The species spotted only a handful of times in Britain since it was documented almost 120 years ago has been found thriving in Aberdeenshire.

Tremella simplex, a non native parasitic fungus found in Canada, was discovered on New Year’s Day on Mar Lodge, the Aberdeenshire estate owned by the National Trust for Scotland.

 

Pic Credit: Peter Trimming Beatrix Potter's home where she  captured dozens of fungi in water colours and drawings
Pic Credit: Peter Trimming
Beatrix Potter’s home where she captured dozens of fungi in water colours and drawings

 

Potter is best known for literary characters such as Peter Rabbit and Jemima Puddle Duck, but she was also a keen mycologist – the studying of fungi.

She captured dozens of fungi in water colours and drawings, including T simplex, which she is believed to have drawn in 1896 while on holiday in Dunkeld, Perthshire.

Potter was unaware at the time but her illustrations were the first documented evidence of the fungus in Britain.

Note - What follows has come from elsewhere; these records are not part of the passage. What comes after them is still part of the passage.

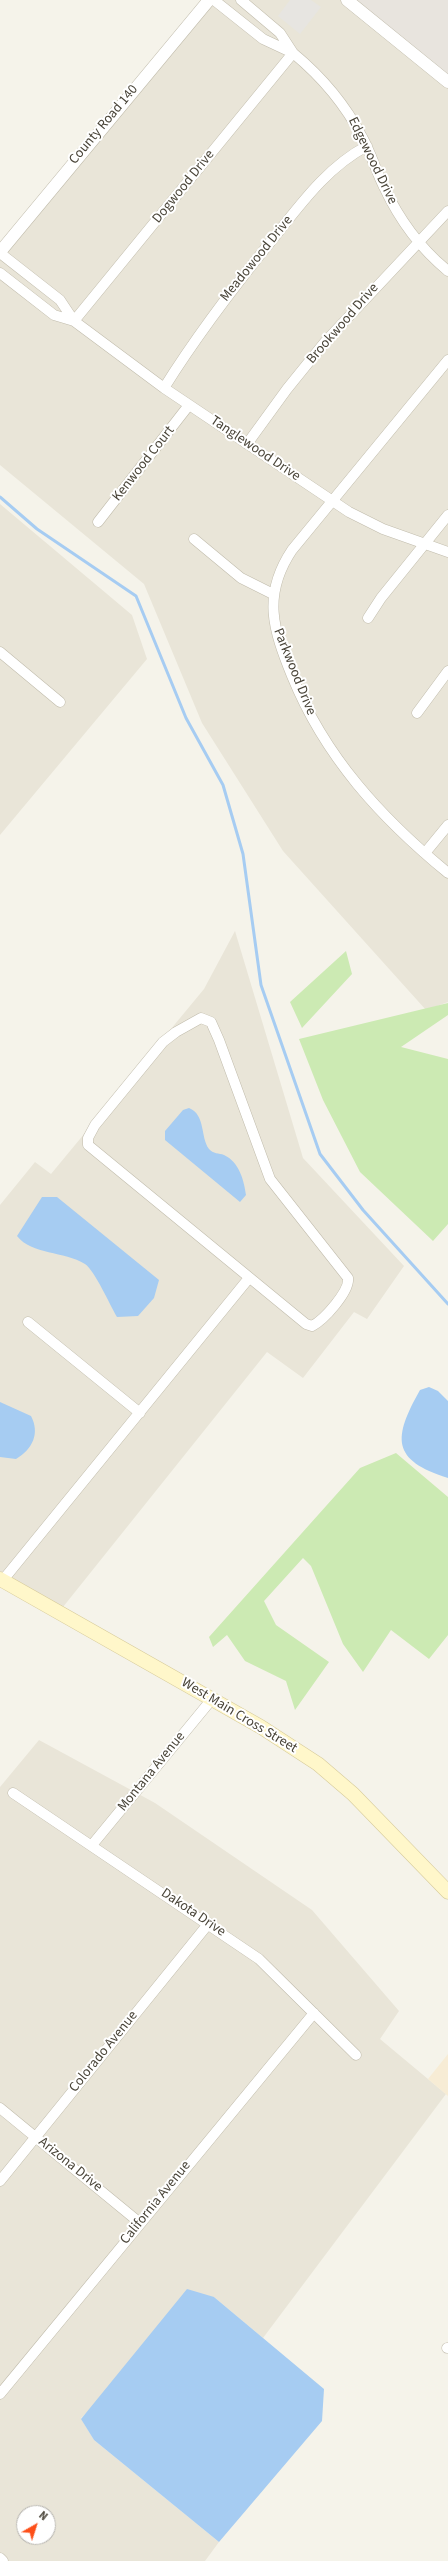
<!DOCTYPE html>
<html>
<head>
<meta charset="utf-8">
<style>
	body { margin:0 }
	#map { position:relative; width:448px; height:2561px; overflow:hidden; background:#f5f3ea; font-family:"Source Sans 3",sans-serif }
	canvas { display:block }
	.north { position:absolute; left:16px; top:2505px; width:40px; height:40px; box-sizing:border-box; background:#fff; border:1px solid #b6b4af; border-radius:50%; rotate:39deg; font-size:11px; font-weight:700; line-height:16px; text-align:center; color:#494438 }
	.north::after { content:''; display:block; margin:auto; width:14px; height:18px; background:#fd4f19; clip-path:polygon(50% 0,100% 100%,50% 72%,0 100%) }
</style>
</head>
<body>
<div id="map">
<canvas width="448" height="2561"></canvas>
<div class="north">N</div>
</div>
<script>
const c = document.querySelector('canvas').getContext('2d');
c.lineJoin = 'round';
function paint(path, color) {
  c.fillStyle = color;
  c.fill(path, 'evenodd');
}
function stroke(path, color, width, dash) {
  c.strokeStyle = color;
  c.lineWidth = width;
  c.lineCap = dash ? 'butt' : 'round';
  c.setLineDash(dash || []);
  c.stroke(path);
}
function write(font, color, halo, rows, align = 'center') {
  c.font = font + ' "Source Sans 3",sans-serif';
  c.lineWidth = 4;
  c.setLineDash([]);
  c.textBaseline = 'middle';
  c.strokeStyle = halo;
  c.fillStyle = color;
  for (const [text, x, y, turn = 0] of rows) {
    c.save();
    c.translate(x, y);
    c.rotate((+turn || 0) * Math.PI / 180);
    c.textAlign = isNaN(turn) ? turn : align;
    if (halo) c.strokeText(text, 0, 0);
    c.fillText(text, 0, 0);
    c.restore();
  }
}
const residential = new Path2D(`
	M209 0H348L448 81V1002L426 1010 283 851 202 723 144 584 0 465V252Z
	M0 504 132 615 147 659 0 835Z
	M235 931 303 1158 404 1266 367 1319 354 1312 303 1378 267 1352 59 1612 0 1579V1205L35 1162 51 1174 204 989Z
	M39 1740 155 1803 312 1910 399 2011 380 2039 446 2094 263 2338 214 2297 81 2418 94 2440 219 2542 205 2561H0V1787ZM24 2513H48V2537H24Z`);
const commercial = new Path2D(`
	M448 2054V2096L428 2079Z`);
const industrial = new Path2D(`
	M348 0H448V81Z`);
const green = new Path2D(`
	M346 951 352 974 302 1028 290 1002Z
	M448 1003V1015L401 1047 448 1059V1224L433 1241 360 1172 323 1100 299 1039Z
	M396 1453 448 1497V1635L429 1659 391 1630 363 1672 343 1644 311 1566 303 1558 264 1601 276 1625 329 1662 295 1710 286 1681 245 1661 227 1635 213 1647 209 1637 360 1468Z`);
const parking = new Path2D(`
	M290 0H311L321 7 300 34 278 16Z`);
const water = new Path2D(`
	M189 1108C206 1115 200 1137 209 1149 213 1154 219 1153 224 1155 239 1162 244 1180 246 1195L240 1202 165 1140V1131L183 1110Z
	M42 1197H57L159 1280 154 1298 138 1316 117 1317C110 1305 95 1271 85 1264 64 1251 32 1255 17 1236Z
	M429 1387 438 1391 448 1401V1478C391 1460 393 1438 420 1390Z
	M0 1402 31 1416C40 1433 33 1449 16 1459L0 1457Z
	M187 2289 214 2297 324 2389 322 2421 219 2542 94 2440 81 2419Z`);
const stream = new Path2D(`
	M0 497 37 529 136 596 186 718 223 785 243 854 261 985 320 1154 363 1210 448 1304`);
const minor = new Path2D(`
	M214 0 263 39 293 53 280 33 241 0
	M0 253 60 300 74 321 54 315 0 273
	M448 271C421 249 399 219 384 187 376 171 371 153 362 137 345 104 322 77 293 53L74 321 164 388 349 512 383 529 448 552
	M448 360 292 550C262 595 273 629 292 676 325 757 381 818 448 873
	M164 388C197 335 233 288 272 240 300 205 327 167 367 146
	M247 444 287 389 325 342 448 211
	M98 522 189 405
	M194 539 241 578 273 594
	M368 618 381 598 448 515
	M0 652 60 702
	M417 713 448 671
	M425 853 448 825
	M201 1018 211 1022 219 1040 270 1179 348 1278C350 1291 324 1320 312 1326L306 1324 88 1145V1138L95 1125 163 1042 176 1032Z
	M28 1322 140 1413
	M3 1580 249 1278
	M13 1793 259 1959 356 2055
	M92 1845 212 1699
	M0 2108 140 2223
	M0 2181 209 1923
	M447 2348H448
	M0 2394 314 2013
	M0 2558 3 2561`);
const tertiary = new Path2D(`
	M347 0 448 82
	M0 252 209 0`);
const secondary = new Path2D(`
	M0 1579 261 1727 318 1764 353 1794 448 1892`);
const streetNames = [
	["County Road 140",104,125,-50],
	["Edgewood Drive",372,161,64],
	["Dogwood Drive",184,187,-51],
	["Meadowood Drive",257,259,-51],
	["Brookwood Drive",343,324,-49],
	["Tanglewood Drive",255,449,34],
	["Kenwood Court",144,464,-52],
	["Parkwood Drive",294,672,68],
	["West Main Cross Street",239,1716,31],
	["Montana Avenue",152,1772,-51],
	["Dakota Drive",193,1913,34],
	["Colorado Avenue",104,2052,-51],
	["Arizona Drive",70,2165,39],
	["California Avenue",156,2203,-51]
];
paint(residential, '#e9e5d8');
paint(commercial, '#f7ecd5');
paint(industrial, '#e8e4de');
paint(green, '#cceab3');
paint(parking, '#e7e5e1');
paint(water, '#a6ccf2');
stroke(stream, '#a6ccf2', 3);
stroke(minor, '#c1bcac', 11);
stroke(tertiary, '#c1bcac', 13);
stroke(secondary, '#d6ca9a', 15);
stroke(minor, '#fff', 10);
stroke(tertiary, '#fff', 12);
stroke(secondary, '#fff7ca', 14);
write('14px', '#494438', '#fff', streetNames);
</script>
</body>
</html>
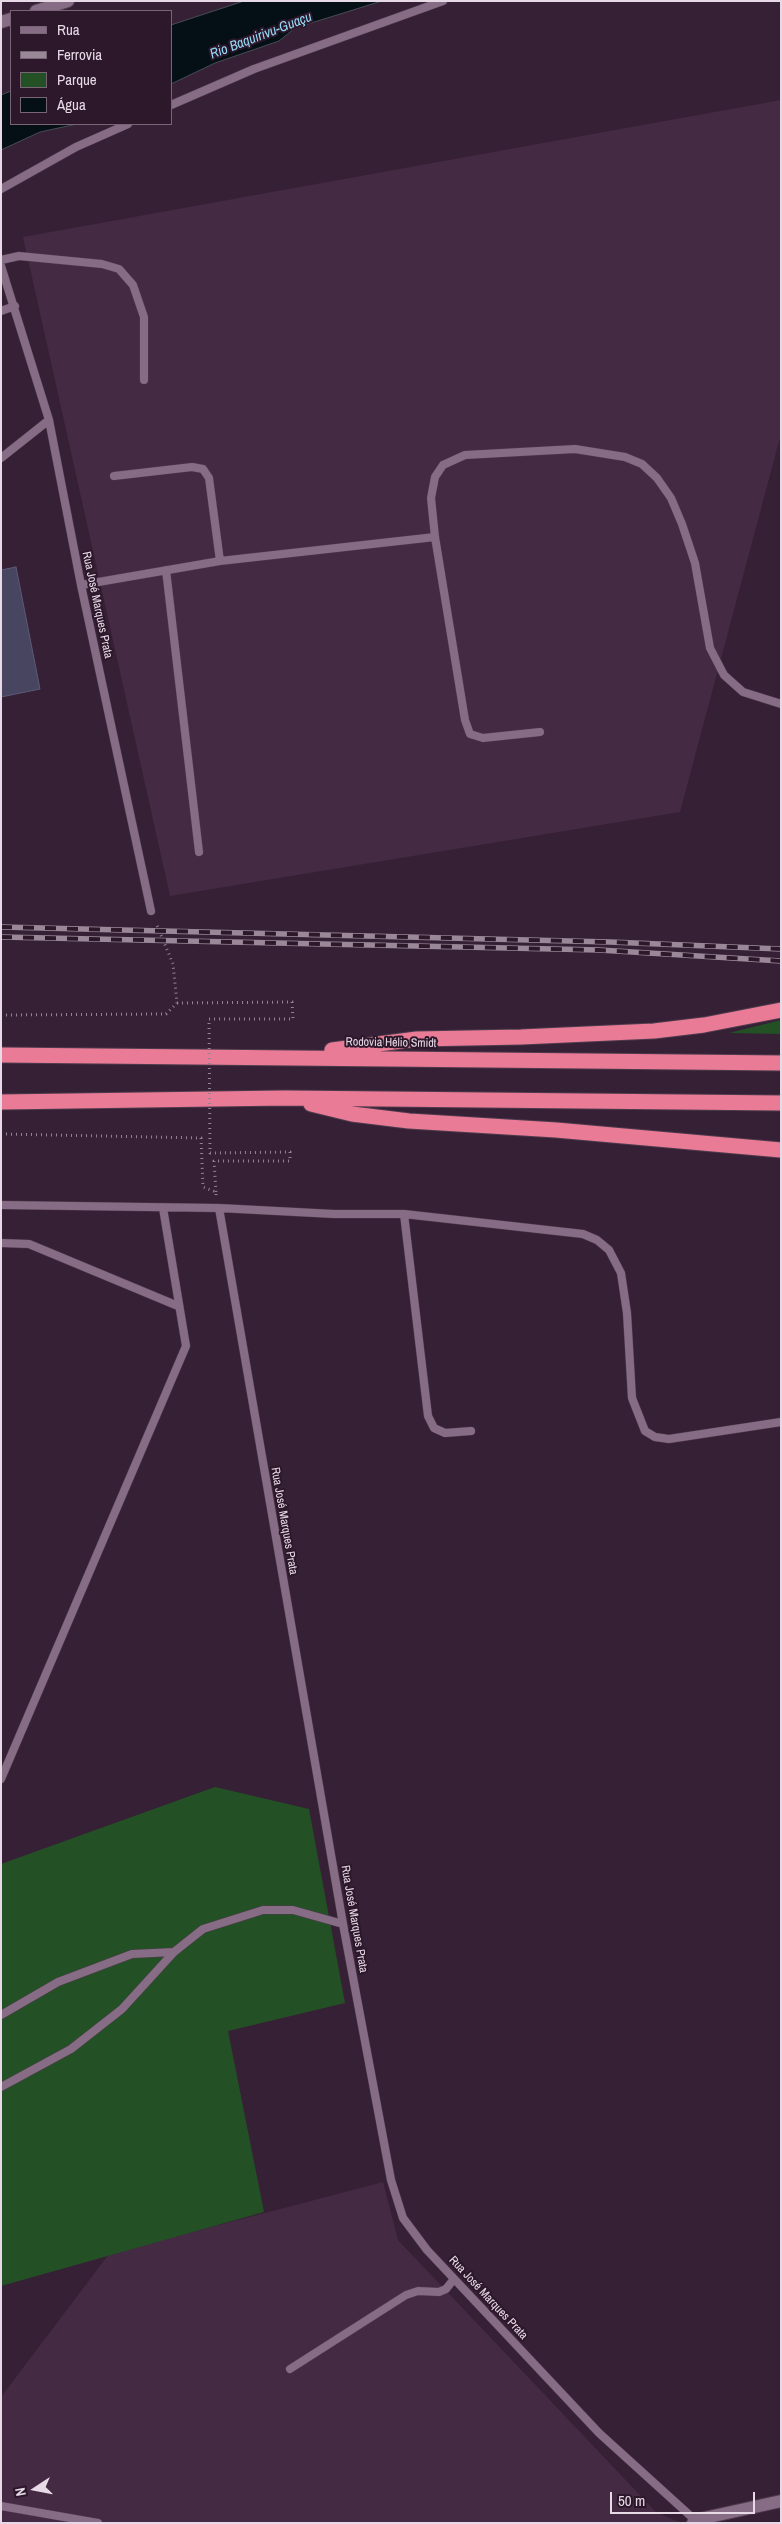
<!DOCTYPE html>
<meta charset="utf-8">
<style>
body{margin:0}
#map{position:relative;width:782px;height:2524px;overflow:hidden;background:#362035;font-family:"Archivo Narrow",sans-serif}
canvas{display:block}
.frame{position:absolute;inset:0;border:2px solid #e8d9e6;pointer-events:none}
.legend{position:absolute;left:10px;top:10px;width:162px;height:115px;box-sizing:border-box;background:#2c172b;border:1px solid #776576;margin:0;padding:6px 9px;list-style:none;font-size:15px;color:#e8d9e6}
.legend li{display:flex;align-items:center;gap:10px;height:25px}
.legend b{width:25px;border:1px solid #776576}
.north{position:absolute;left:10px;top:2464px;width:50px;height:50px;-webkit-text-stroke:4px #2c172b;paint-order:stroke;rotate:259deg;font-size:14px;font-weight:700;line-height:20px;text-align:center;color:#e8d9e6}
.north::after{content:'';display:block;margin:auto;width:18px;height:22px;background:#e8d9e6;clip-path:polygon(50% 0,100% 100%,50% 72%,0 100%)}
.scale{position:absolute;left:610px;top:2492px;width:145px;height:22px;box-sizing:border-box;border:2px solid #e8d9e6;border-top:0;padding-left:6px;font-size:15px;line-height:18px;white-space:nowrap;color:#e8d9e6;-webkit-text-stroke:4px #2c172b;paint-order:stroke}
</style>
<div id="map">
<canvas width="782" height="2524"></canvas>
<div class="frame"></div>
<ul class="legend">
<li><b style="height:6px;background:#866c84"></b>Rua</li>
<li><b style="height:6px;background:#9a8898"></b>Ferrovia</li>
<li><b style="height:14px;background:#235125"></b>Parque</li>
<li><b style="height:14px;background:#041015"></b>Água</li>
</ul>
<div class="north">N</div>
<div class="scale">50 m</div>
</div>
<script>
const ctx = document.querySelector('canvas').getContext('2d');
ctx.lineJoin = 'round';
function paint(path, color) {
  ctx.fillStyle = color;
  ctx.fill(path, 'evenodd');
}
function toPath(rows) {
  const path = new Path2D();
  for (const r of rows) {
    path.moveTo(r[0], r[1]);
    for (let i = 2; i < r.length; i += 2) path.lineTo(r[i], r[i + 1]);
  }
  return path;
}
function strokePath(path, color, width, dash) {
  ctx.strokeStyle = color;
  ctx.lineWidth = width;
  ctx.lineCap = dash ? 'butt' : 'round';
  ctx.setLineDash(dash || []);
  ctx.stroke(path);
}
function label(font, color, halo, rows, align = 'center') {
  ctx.font = font + ' "Archivo Narrow",sans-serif';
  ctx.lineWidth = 4;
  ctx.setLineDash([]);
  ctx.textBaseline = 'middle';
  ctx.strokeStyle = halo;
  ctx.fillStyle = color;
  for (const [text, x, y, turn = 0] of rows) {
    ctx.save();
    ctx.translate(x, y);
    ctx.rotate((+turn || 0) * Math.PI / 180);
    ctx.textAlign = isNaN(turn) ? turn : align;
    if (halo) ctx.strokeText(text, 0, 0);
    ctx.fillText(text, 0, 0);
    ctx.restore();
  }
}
paint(toPath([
 [781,100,781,434,680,812,170,896,23,237],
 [383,2182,398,2240,656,2512,681,2523,1,2523,1,2397,109,2254]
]), '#442a42');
paint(toPath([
 [781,1020,781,1034,729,1033],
 [215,1787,309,1809,345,2003,228,2031,264,2212,1,2286,1,1864]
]), '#235125');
const water = toPath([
 [244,1,382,1,295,28,279,41,215,63,171,84,171,25,244,1],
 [11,91,11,124,77,124,40,132,1,150,1,95,11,91]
]);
paint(water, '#041015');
strokePath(water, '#484c54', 1);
const building = toPath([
 [16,567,40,689,1,697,1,570,16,567]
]);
paint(building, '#484561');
strokePath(building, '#5d5a78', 1);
const lane = toPath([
 [171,105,254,69,443,1],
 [1,189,76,147,128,124],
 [1,260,19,256,102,264,119,269,133,285,144,317,144,380],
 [1,266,49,420,81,585,151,911],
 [1,311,15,306],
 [1,458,49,420],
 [114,476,192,467,203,469,209,478,220,561],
 [435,537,465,720,470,734,483,738,540,732],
 [166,570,199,852],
 [81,585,220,561,435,537,431,498,435,477,443,465,465,455,575,449,625,457,642,464,657,478,671,498,682,524,695,563,710,648,724,675,743,692,781,704],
 [1,1205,219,1208,334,1214,404,1214,583,1234,597,1240,609,1250,621,1273,627,1313,632,1398,645,1431,655,1437,669,1439,781,1422],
 [219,1208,343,1924,391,2180,403,2218,427,2250,599,2433,695,2520],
 [404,1214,428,1416,434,1428,445,1433,471,1431],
 [1,1243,29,1244,178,1306],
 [1,1779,186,1346,163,1208],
 [1,2015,58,1982,132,1954,174,1952],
 [1,2087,71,2049,122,2009,174,1952,203,1929,263,1910,293,1910,343,1924],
 [290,2369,406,2295,418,2291,439,2292,446,2289,454,2279],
 [1,2506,98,2523]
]);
const street = toPath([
 [36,11,68,1],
 [1,22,11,19],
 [693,2523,695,2520,781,2501]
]);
const highway = toPath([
 [332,1050,417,1039,521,1037,654,1031,704,1025,781,1010],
 [1,1055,781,1063],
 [1,1102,285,1098,781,1103],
 [311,1104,352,1114,409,1121,556,1130,781,1150]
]);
strokePath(lane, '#4e3b4c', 9);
strokePath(street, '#4e3b4c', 14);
strokePath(highway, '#4e3b4c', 17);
strokePath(toPath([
 [1,1015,166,1014,177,1003,173,964,156,923],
 [1,1134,201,1138,203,1187,216,1192,216,1195]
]), '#958394', 3, [1, 4]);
strokePath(lane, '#866c84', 8);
strokePath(street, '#866c84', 12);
strokePath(highway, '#e97b96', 15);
const rail = toPath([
 [1,927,610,942,781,949],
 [1,937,599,950,781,961]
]);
strokePath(rail, '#9a8898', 5.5);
strokePath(rail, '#2c172b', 4, [11]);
strokePath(toPath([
 [177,1003,292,1002,293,1019,209,1019,210,1153,290,1152,290,1161,214,1161,216,1192]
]), '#958394', 3, [1, 4]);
label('12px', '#e8d9e6', '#2c172b', [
 ["Rua José Marques Prata",97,605,78],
 ["Rodovia Hélio Smidt",391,1043,1],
 ["Rua José Marques Prata",284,1521,80],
 ["Rua José Marques Prata",354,1919,80],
 ["Rua José Marques Prata",488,2298,47]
]);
label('italic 14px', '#94dcf7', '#2c172b', [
 ["Rio Baquirivu-Guaçu",261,36,-21]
]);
</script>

There have been only a few handful of official reports since, most recently in ENgland in 1964 and Scotland in 1938.

“It’s a very exciting find,” said Professor Roy Watling, the former head of mycology at the Royal Botanic Garden in Edinburgh.

“The last sighting in Scotland was decades ago.

Potter was a careful observer of fungi and lichens and produced dozens of fungal paintings, which are on display in the Armitt museum in Ambleside, Cumbria.

Her illustrations of T simplex captured details about fungi that had eluded other scientists at the time, she painted the fruiting bodies and other parts at all ages in the fungus cycle.

“Beatrix Potter was an excellent illustrator of fungi and she could not have known the importance of her discovery all those years ago,” Watling added.

T simplex feeds off another fungus most commonly found on Abies fir trees.

It is thought that fungal spores were introduced to Britain when vast swathes of the country were planted with conifers imported from around the globe in the 18th and 19th century.

Liz Holden, a mycologist who found the fungus at Mar Lodge, said she was delighted at her discovery.

She said: “We know relatively little about Britain’s fungi species so these finds help to extend our knowledge of their distribution. It’s terrific.”

More than 12,500 species of fungi have been documented in Britain, of which about 10,000 are found in Scotland.

Potter donated her other mycological drawings and scientific drawings to the Armitt Museum and Library in Ambleside where mycologists still refer to them to identify fungi.

There is also a collection of her fungus paintings at the Perth Museum and Art Gallery in Perth, Scotland donated by Charles McIntosh

In 1967 the mycologist W.P.K. Findlay included many of Potter’s beautifully accurate fungus drawings in his Wayside & Woodland Fungi, thereby fulfilling her desire to one day have her fungus drawings published in a book.